In the general case, all that can be said is that the loop will terminate when it encounters xi≤2. That doesn't mean that the sequence will converge, nor does it even mean that it is bounded below 2. It only means that the sequence contains a value that is not greater than 2.
That said, any sequence containing a subsequence that converges to a value strictly less than two will (eventually) halt. That is the case for the sequence xi+1 = sqrt(xi), since x converges to 1. In the case of yi+1 = log(yi), it will contain a value less than 2 before becoming undefined for elements of R (though it is well defined on the extended complex plane, C*, but I don't think it will, in general converge except at any stable points that may exist (i.e. where z = log(z)). Ultimately what this means is that you need to perform some upfront analysis on the sequence to better understand its behavior.
The standard test for convergence of a sequence xi to a point z is that give ε > 0, there is an n such that for all i > n, |xi - z| < ε.
As an aside, consider the Mandelbrot Set, M. The test for a particular point c in C for an element in M is whether the sequence zi+1 = zi2 + c is unbounded, which occurs whenever there is a |zi| > 2. Some elements of M may converge (such as 0), but many do not (such as -1).

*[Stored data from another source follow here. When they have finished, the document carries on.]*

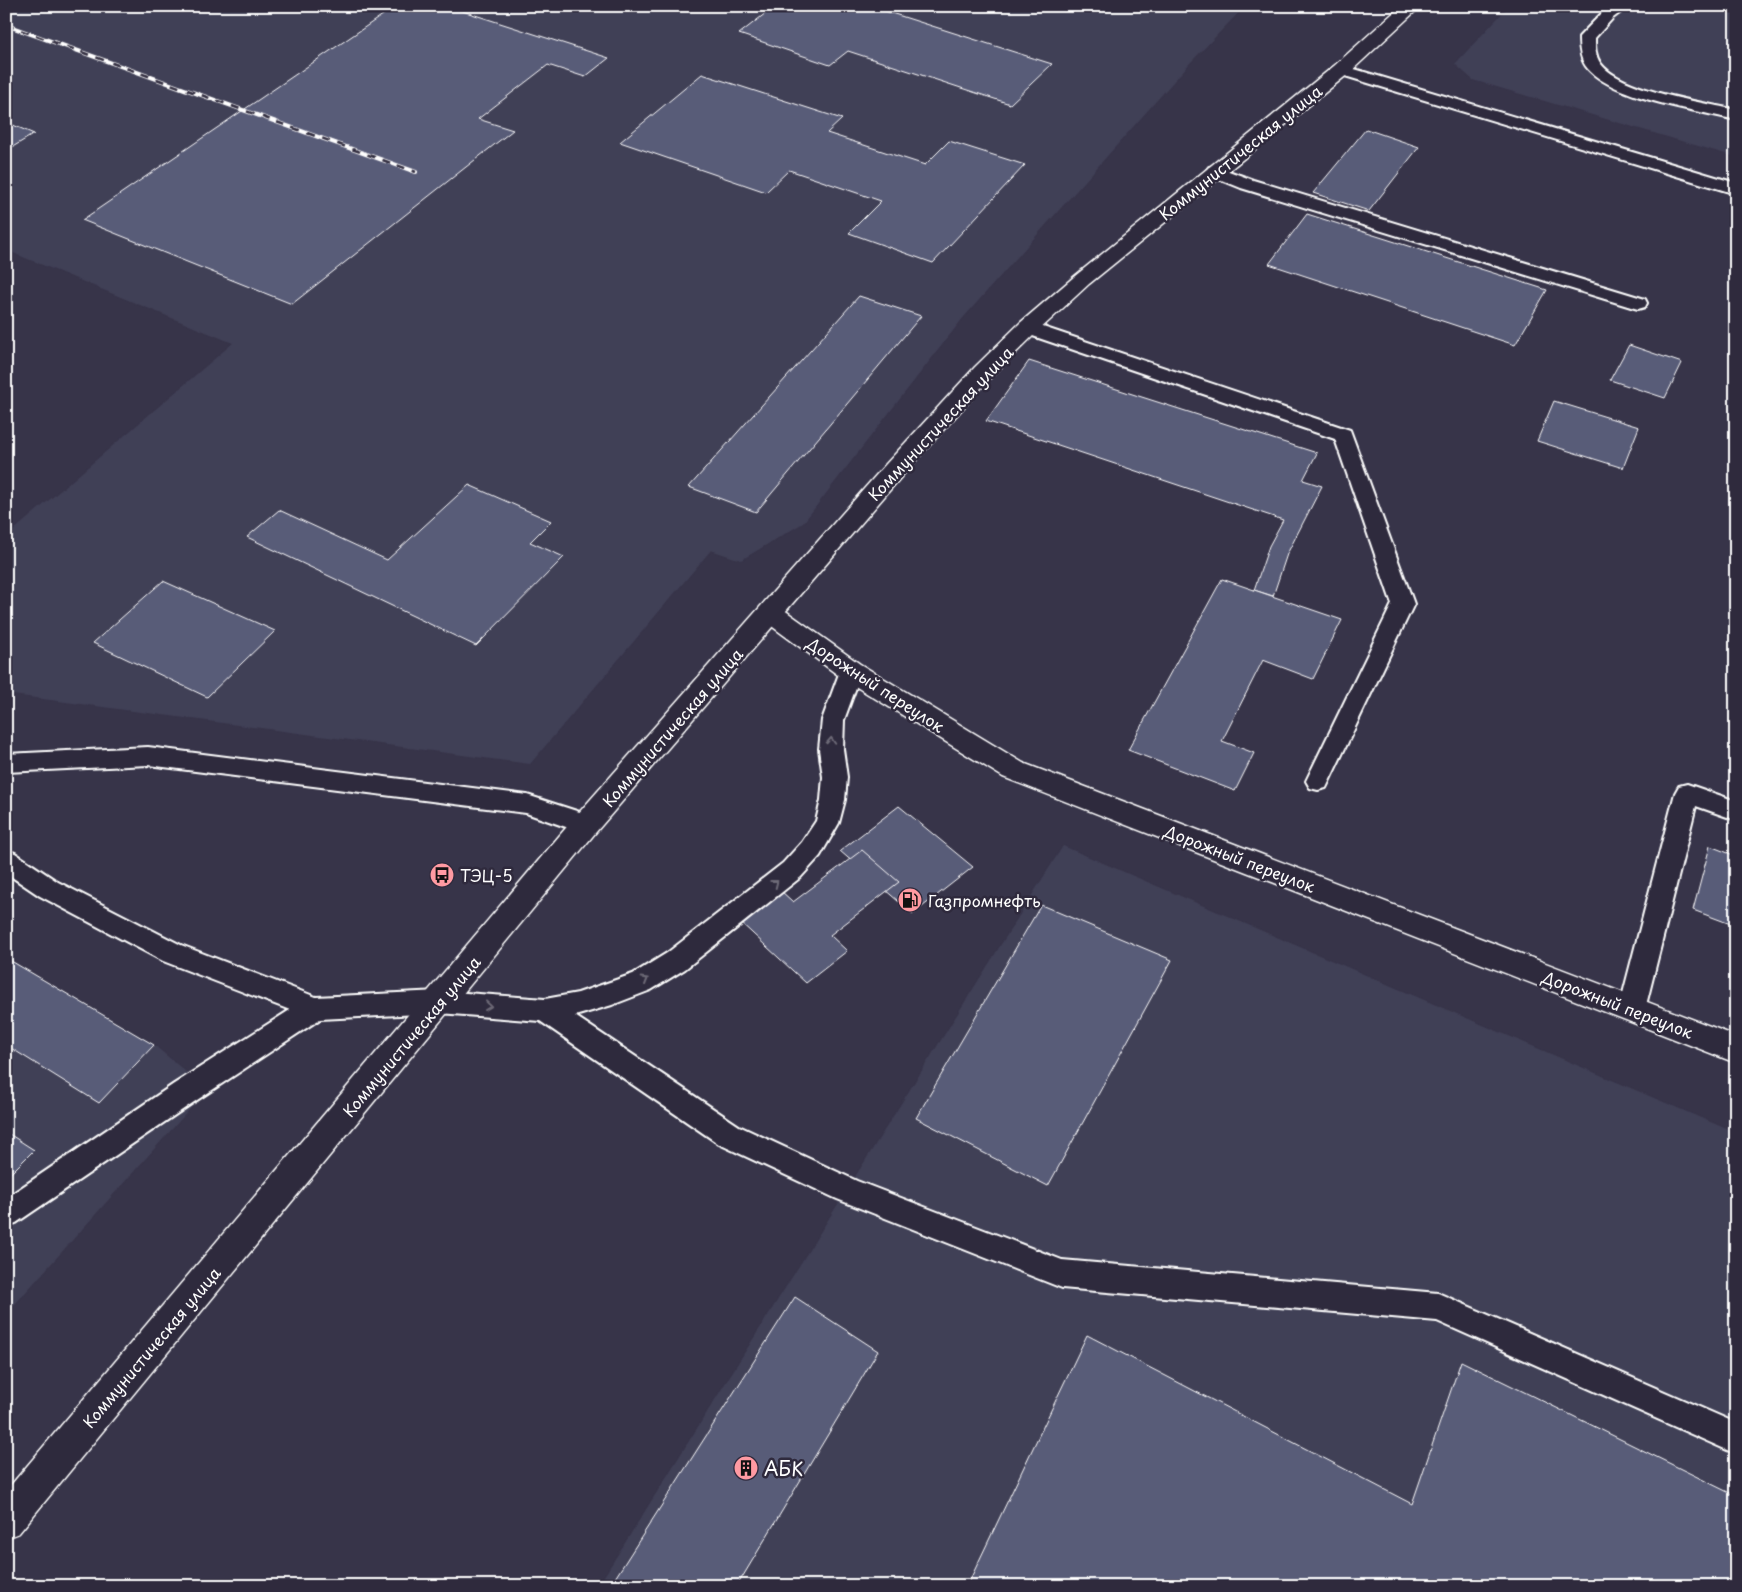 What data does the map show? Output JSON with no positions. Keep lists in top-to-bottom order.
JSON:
{
  "streets": {
    "main road": ["Коммунистическая улица", "Дорожный переулок"]
  },
  "crossings": [
    ["Коммунистическая улица", "Дорожный переулок"]
  ],
  "places": {
    "bus stop": ["ТЭЦ-5"],
    "fuel station": ["Газпромнефть"],
    "building": ["АБК"]
  }
}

Sure. For all positive numbers x, the following inequality holds:
log(x) <= x - 1
(this is a pretty basic result from real analysis; it suffices to observe that the second derivative of log is always negative for all positive x, so the function is concave down, and that x-1 is tangent to the function at x = 1). From this it follows essentially immediately that your while loop must terminate within the first ceil(x) - 2 steps -- though in actuality it terminates much, much faster than that.
A similar argument will establish your result for f(x) = sqrt(x); specifically, you can use the fact that:
sqrt(x) <= x/(2 sqrt(2)) + 1/sqrt(2)
for all positive x.
If you're asking whether this result holds for actual programs, instead of mathematically, the answer is a little bit more nuanced, but not much. Basically, many languages don't actually have hard accuracy requirements for the log function, so if your particular language implementation had an absolutely terrible math library this property might fail to hold. That said, it would need to be a really, really terrible library; this property will hold for any reasonable implementation of log.
I suggest reading this wikipedia entry which provides useful pointers. Without additional knowledge about f, nothing can be said.